It's a fairly simple library that allows you to control the log level and which crates should have it's logs
enabled through an environment variable, by default that env var is RUST_LOG.
I will also add the log Filter from warp to give us access logs on our endpoints.
#[tokio::main]
async fn main() {
if ::std::env::var_os("RUST_LOG").is_none() {
::std::env::set_var("RUST_LOG", "warp=info,auth_svc=trace,api_access=trace");
}
env_logger::init();
let routes = auth_routes().or(homepage()).with(warp::log("api_access"));
warp::serve(routes).run(([127, 0, 0, 1], 3000)).await;
}
Testing our login and consent integration
We now have working login and consent application and a way to deploy hydra locally. How do we know what we wrote is work? Let's try it out manually and then write some tests for it.
docker-compose up -d
cargo run
Create a client in Hydra.
curl -X POST \
http://localhost:4445/clients \
-H 'Content-Type: application/json' \
-d '{
"client_id": "my-implicit-client",
"grant_types": ["implicit"],
"response_types": ["token"],
"redirect_uris": ["http://localhost:3000/"],
"token_endpoint_auth_method": "client_secret_post"
}'
To start the flow, navigate to Authorization Initialization link which is usually generated by an OAuth2 client or library.

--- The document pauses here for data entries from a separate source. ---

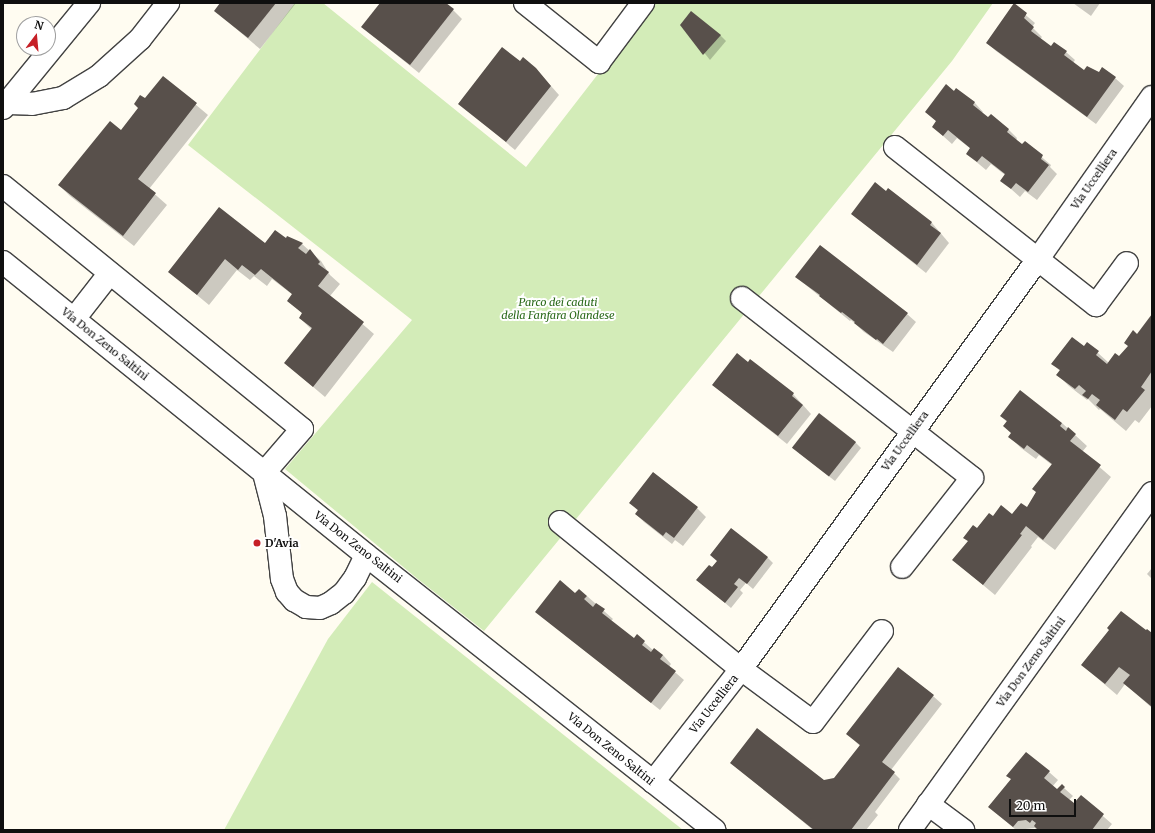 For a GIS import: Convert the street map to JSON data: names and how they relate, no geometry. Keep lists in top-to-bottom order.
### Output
{
  "streets": {
    "street": ["Via Uccelliera", "Via Don Zeno Saltini"]
  },
  "crossings": [
    ["Via Uccelliera", "Via Don Zeno Saltini"]
  ],
  "parks": ["Parco dei caduti della Fanfara Olandese"],
  "places": ["D'Avia"],
  "scale_bar": "20 m",
  "north": "top"
} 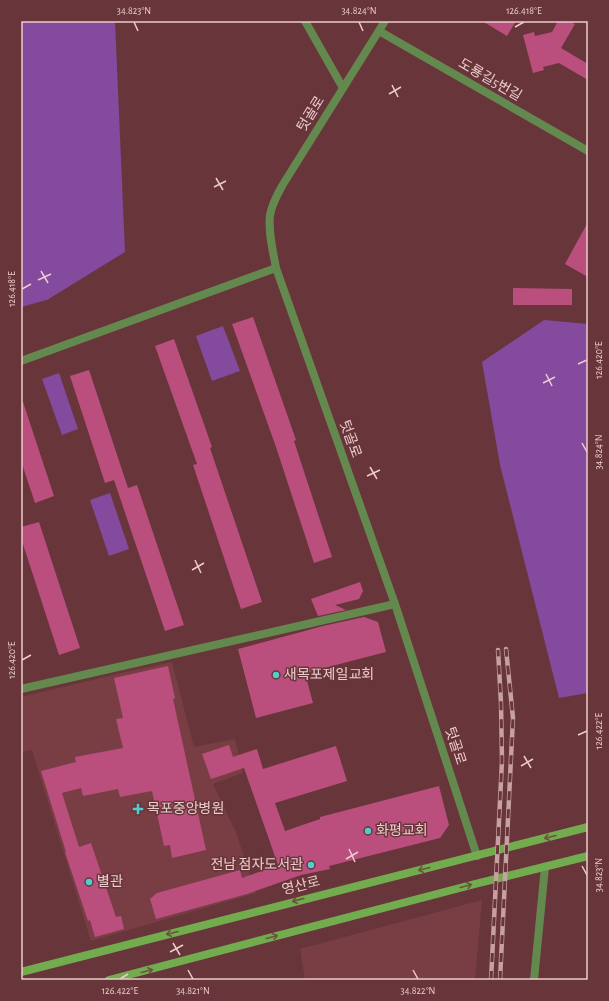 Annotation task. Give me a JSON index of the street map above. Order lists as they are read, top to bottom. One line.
{"streets":{"street":["도룡길5번길","텃골로","영산로"]},"crossings":[["도룡길5번길","텃골로"],["텃골로","영산로"]],"places":{"other":["새목포제일교회","화평교회","전남 점자도서관","별관"],"health":["목포중앙병원"]},"coordinates":["34.823°N","34.824°N","126.418°E","126.420°E","126.422°E","34.821°N","34.822°N"]}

After going through the login and consent pages, we should end up back on the welcome page with the access token.
http://localhost:3000/#access_token=IQc9NKSJyHS9Vy9iS05kyXVoUTkXexCQPxq-6_Ly5C8.m5m7P-RYhty0o47x35D1uF-k_JJdttzjxqqw11Kr22M&expires_in=3600&scope=offline&state=blahblahblah&token_type=bearer
Since we know that our integration is working, let's write a test that we can run to verify that it keeps working in the
future. To do that, we will create a tests directory in our auth project. That's where integration tests usually go,
whereas unit tests can be written inline (For more information on tests check out these links). But we
might want to refer to some structs from our crate such as the form model structs, currently we can't do that because we
wrote all our code in a main.rs file which is used for creating a binary. We would need to move the code that we would
like to be able to share as a library into a lib.rs file.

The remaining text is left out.